== ASSIGNMENT ==
Everything in the data should be repeated exactly, save for the images.

== DATASET CONTENT ==
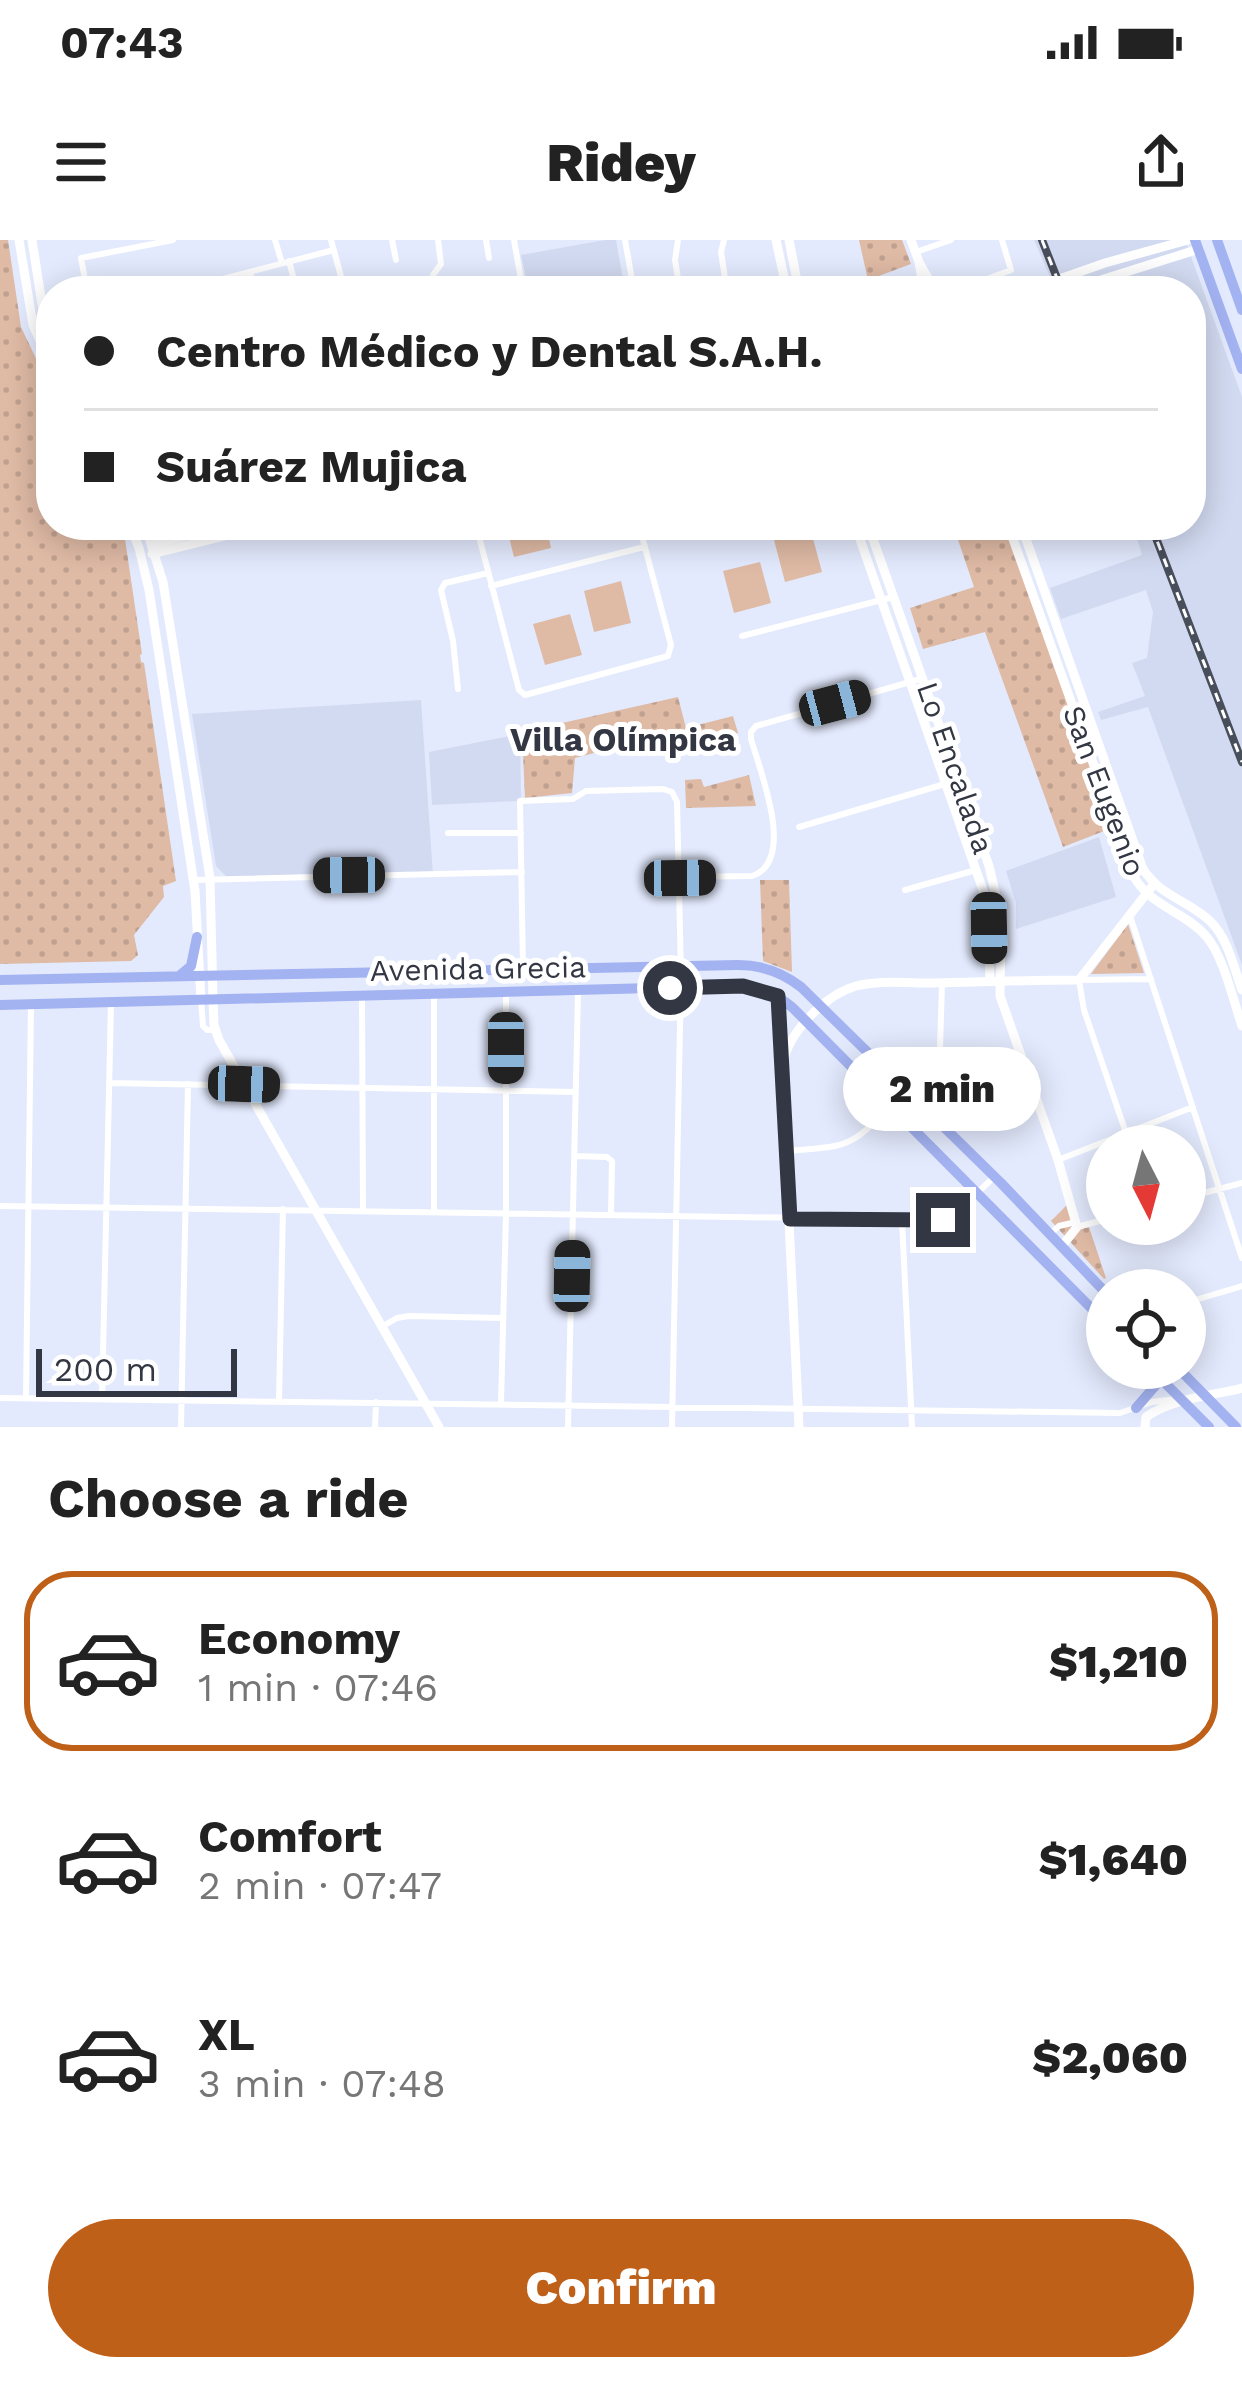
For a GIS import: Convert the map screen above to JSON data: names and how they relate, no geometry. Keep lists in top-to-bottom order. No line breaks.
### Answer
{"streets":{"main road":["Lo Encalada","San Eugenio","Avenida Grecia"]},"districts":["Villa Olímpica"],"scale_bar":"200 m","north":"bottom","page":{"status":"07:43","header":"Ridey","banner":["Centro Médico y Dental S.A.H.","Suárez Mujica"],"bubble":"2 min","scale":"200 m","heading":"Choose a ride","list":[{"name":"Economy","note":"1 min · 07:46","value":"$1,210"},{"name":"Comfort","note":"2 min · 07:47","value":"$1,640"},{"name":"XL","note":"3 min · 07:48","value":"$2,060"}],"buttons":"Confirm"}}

== SOLUTION TO THE PROBLEM ==
For a GIS import: Convert the map screen above to JSON data: names and how they relate, no geometry. Keep lists in top-to-bottom order. No line breaks.
### Answer
{"streets":{"main road":["Lo Encalada","San Eugenio","Avenida Grecia"]},"districts":["Villa Olímpica"],"scale_bar":"200 m","north":"bottom","page":{"status":"07:43","header":"Ridey","banner":["Centro Médico y Dental S.A.H.","Suárez Mujica"],"bubble":"2 min","scale":"200 m","heading":"Choose a ride","list":[{"name":"Economy","note":"1 min · 07:46","value":"$1,210"},{"name":"Comfort","note":"2 min · 07:47","value":"$1,640"},{"name":"XL","note":"3 min · 07:48","value":"$2,060"}],"buttons":"Confirm"}}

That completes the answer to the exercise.